1. Field of Invention
This invention relates to the field of systems for the storage and retrieval of encoded data on an optical recording medium. More particularly, this invention relates to the detection of and compensation for the recording error of pit edge extension associated with the physical alteration of the recording surface of an optical disk during the writing of data using pulses of laser light energy.
2. Prior Art
The recording of encoded data on optical media for subsequent retrieval is well known in the art. Generally, modulated light energy, such as a laser beam, is directed onto a light absorbing surface of an optical recording medium. The light energy is converted to thermal energy which physically alters the light absorbing surface region or an interior layer or layers in the medium to form an area of different reflectivity or different geometry, e.g. a pit, which is detectable optically during read operations. One of several modulation codes known in the art may be used to encode data, to control the generation of laser write pulses, and to control detection and retrieval of stored encoded data from the optical medium.

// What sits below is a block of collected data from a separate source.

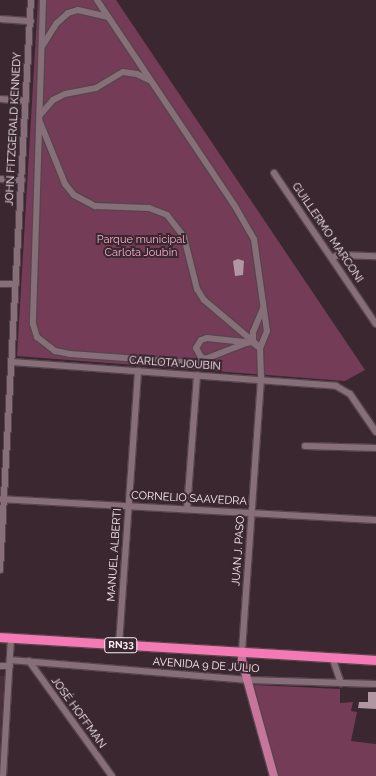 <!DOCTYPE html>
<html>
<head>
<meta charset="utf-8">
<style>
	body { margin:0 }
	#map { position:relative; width:376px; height:776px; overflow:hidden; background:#3a272f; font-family:Raleway,sans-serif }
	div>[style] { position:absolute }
	.built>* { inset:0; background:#492f3a }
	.green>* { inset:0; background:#743c56 }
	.building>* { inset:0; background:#b097a1 }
	.roads { filter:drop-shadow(1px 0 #56454c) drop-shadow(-1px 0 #56454c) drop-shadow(0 1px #56454c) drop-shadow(0 -1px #56454c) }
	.minor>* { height:6px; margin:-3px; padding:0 3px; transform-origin:3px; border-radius:3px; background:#866f78 }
	.major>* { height:8px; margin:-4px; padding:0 4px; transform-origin:4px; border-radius:4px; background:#c8759c }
	.highway>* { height:9px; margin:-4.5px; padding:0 4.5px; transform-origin:4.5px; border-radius:4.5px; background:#f479b4 }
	span { translate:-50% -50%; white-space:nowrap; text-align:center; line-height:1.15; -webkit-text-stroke:4px #3a272f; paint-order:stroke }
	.shield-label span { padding:1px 3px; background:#3a272f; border:1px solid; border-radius:3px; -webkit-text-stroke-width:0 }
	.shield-label { font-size:10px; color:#fdeff5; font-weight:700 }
	.street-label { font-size:11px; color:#fdeff5 }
	.park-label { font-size:11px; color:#f3afcc }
</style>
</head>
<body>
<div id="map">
	<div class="built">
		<div style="clip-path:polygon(0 676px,4px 676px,0 754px)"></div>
	</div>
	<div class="green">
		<div style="clip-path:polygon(38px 0,116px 0,365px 370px,345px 381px,17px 356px)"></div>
		<div style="clip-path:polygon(254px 685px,340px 689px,340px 703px,353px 702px,351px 711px,357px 712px,351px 741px,376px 744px,376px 776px,278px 776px)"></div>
	</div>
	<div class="building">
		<div style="clip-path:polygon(238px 259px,244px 261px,243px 275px,235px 276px,233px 261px)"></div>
		<div style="clip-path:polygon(368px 692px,376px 692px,376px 709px,358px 708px,359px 702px,368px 702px)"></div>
	</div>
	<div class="roads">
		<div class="minor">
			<div style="left:43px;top:0;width:324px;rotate:91.8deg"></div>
			<div style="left:33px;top:324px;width:14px;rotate:73deg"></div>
			<div style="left:37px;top:337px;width:23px;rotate:38deg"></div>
			<div style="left:55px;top:351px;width:15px;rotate:11deg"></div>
			<div style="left:70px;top:354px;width:125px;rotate:4.1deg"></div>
			<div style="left:195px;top:363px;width:55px;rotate:-21.4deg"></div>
			<div style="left:246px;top:343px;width:6px;rotate:-9deg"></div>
			<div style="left:252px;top:342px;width:10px;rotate:37deg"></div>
			<div style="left:97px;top:0;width:250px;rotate:56.2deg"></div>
			<div style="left:236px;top:208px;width:36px;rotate:60deg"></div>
			<div style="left:254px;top:239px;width:93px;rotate:82deg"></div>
			<div style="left:267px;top:331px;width:18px;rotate:112deg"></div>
			<div style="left:260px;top:348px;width:31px;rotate:88deg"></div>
			<div style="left:261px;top:379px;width:274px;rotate:94deg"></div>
			<div style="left:0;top:19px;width:31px;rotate:4deg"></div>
			<div style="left:43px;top:45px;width:26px;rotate:-58deg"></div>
			<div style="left:57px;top:23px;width:15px;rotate:-42deg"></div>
			<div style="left:68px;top:13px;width:10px;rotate:-17deg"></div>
			<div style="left:78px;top:10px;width:31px;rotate:13deg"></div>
			<div style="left:0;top:99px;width:26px;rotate:4deg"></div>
			<div style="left:40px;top:115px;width:20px;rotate:-49deg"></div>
			<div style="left:53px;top:100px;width:13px;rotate:-27deg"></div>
			<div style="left:65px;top:94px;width:32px;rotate:-11deg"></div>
			<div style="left:96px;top:88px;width:31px;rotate:-31deg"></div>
			<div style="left:123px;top:72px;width:14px;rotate:8deg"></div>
			<div style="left:137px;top:74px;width:13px;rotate:27deg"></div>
			<div style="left:40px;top:122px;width:67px;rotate:68deg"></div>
			<div style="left:65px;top:184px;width:14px;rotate:51deg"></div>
			<div style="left:74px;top:195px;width:24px;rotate:28deg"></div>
			<div style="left:95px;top:206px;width:54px;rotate:2.1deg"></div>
			<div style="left:149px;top:208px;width:19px;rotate:21deg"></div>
			<div style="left:167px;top:215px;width:28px;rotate:52deg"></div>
			<div style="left:184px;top:237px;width:54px;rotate:76deg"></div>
			<div style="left:197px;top:289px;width:13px;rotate:58deg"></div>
			<div style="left:204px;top:300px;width:68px;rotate:40.2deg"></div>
			<div style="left:274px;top:173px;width:182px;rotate:56deg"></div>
			<div style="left:0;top:179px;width:22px;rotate:3deg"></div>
			<div style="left:332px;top:258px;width:7px;rotate:-27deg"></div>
			<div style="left:338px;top:255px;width:38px;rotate:2deg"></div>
			<div style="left:0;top:284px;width:16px"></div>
			<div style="left:253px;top:340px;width:8px;rotate:-90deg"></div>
			<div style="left:253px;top:332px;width:26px;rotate:-67deg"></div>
			<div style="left:208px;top:360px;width:8px;rotate:-157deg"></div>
			<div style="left:201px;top:357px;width:10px;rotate:-119deg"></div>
			<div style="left:196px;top:348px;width:9px;rotate:-58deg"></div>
			<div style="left:201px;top:340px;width:6px;rotate:-18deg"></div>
			<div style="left:207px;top:338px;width:38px;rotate:6deg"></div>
			<div style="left:12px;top:362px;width:325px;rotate:4.2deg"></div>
			<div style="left:336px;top:386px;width:16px;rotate:30deg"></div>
			<div style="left:350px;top:394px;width:46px;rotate:55.6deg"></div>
			<div style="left:305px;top:446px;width:71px;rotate:1.6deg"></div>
			<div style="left:0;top:499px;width:377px;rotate:3.2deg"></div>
			<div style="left:187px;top:509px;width:134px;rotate:-85.7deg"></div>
			<div style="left:0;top:570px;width:571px;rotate:-86.89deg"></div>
			<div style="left:119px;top:644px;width:274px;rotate:-86deg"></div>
			<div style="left:332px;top:657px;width:28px;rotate:71deg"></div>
			<div style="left:10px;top:660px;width:239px;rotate:4.8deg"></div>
			<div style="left:248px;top:680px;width:128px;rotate:1.8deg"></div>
			<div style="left:29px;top:661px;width:142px;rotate:54.2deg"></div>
			<div style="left:0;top:666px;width:10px"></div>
			<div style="left:3px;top:776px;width:138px;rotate:-86.7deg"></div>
		</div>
		<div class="major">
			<div style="left:242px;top:652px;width:9px;rotate:90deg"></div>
			<div style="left:242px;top:661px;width:119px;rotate:74.5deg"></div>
		</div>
		<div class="highway">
			<div style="left:0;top:637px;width:377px;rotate:3.5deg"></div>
		</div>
	</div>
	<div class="shield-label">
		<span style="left:121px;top:645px">RN33</span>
	</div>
	<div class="street-label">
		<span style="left:14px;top:129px;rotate:-87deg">JOHN FITZGERALD KENNEDY</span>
		<span style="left:327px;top:233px;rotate:56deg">GUILLERMO MARCONI</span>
		<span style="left:175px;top:364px;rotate:4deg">CARLOTA JOUBIN</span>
		<span style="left:189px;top:499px;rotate:3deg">CORNELIO SAAVEDRA</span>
		<span style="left:239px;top:551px;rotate:-86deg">JUAN J. PASO</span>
		<span style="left:115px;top:555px;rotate:-86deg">MANUEL ALBERTI</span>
		<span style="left:206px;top:666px;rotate:4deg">AVENIDA 9 DE JULIO</span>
		<span style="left:78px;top:713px;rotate:54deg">JOSÉ HOFFMAN</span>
	</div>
	<div class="park-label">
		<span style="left:141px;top:247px">Parque municipal<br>Carlota Joubin</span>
	</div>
</div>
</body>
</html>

One disadvantage inherent in the use of laser light energy to store encoded data on an optical medium is that pitting cannot be completely restricted to the area defined by the period of laser beam irradiation during writing. When a pulse of laser light irradiates the medium surface during writing for a selected time as the medium turns, the leading and trailing edges of the pit extend somewhat beyond the laser on time because the thermal propagation of the laser energy on the recording surface continues for a time beyond the selected laser on-time. This pit extension depends on the thermal characteristics of the particular optical disk being used. The severity of pit extension is increased as the length of the laser irradiation is increased, due to the accumulation of thermal effects, resulting in distortion of the encoded data when read. This also results in an increased pit edge transition jitter.
Because of the problem of non-uniform pit extension and excessive pit edge transition jitter, optical systems in the prior art have read encoded data by detecting the presence or absence of a pit using the transition at the center of the pit, referred to as pulse position modulation (PPM), within selected clock time periods. A drawback of PPM is that it limits the maximum density of data that can be written to and read from the medium. That is, only one transition can be detected for each pit, whereas with pit edge transition detection, referred to as pulse width modulation, each pit has two transitions that represent data. Although pit center detection systems are capable of detecting pit edge transitions, according to the prior art, doing so would result in a high error rate due to the variation in spacing between edges caused by variation in pit edge extension and the resultant increased itter in the positioning of the pit edge transitions. Consequently, even though a pit edge transition detection scheme would have the great advantage of effectively doubling the data storage capacity of a medium, this technique is not generally used in the prior art. No known scheme is currently known in the art where pit edge detection is used in a write once optical recording system.
The only prior art optical storage systems wherein pit edge modulation is used is in CD-audio and CD-ROM optical recording systems. A typical storage capacity of greater than 550 megabytes on a 120 millimeter diameter CD-ROM disk is readily achievable due to the use of pit edge modulation and EFM coding. The success of this coding is enabled because of the ability to form high quality long pits with low edge itter on the medium. This is possible because the pits on a CD-ROM disk are generated on a photo-resist coated optical quality glass disk by a high precision and high power laser recording system under carefully controlled conditions. Such processing conditions are not duplicatable on conventional write-once or erasable optical recording systems.
Because the degree of pit extension is peculiar to each individual recording medium, another obstacle to the efficient use of a pit edge transition detection scheme is that a system designed to compensate for the pit extension characteristics of one medium must also be designed to compensate for the differing pit extension characteristics of any other medium to be used if interchangeability is to be achieved. Nothing in the prior art suggests how to achieve the advantages of a pit edge transition detection scheme without unacceptable error rates while also achieving media interchangeability.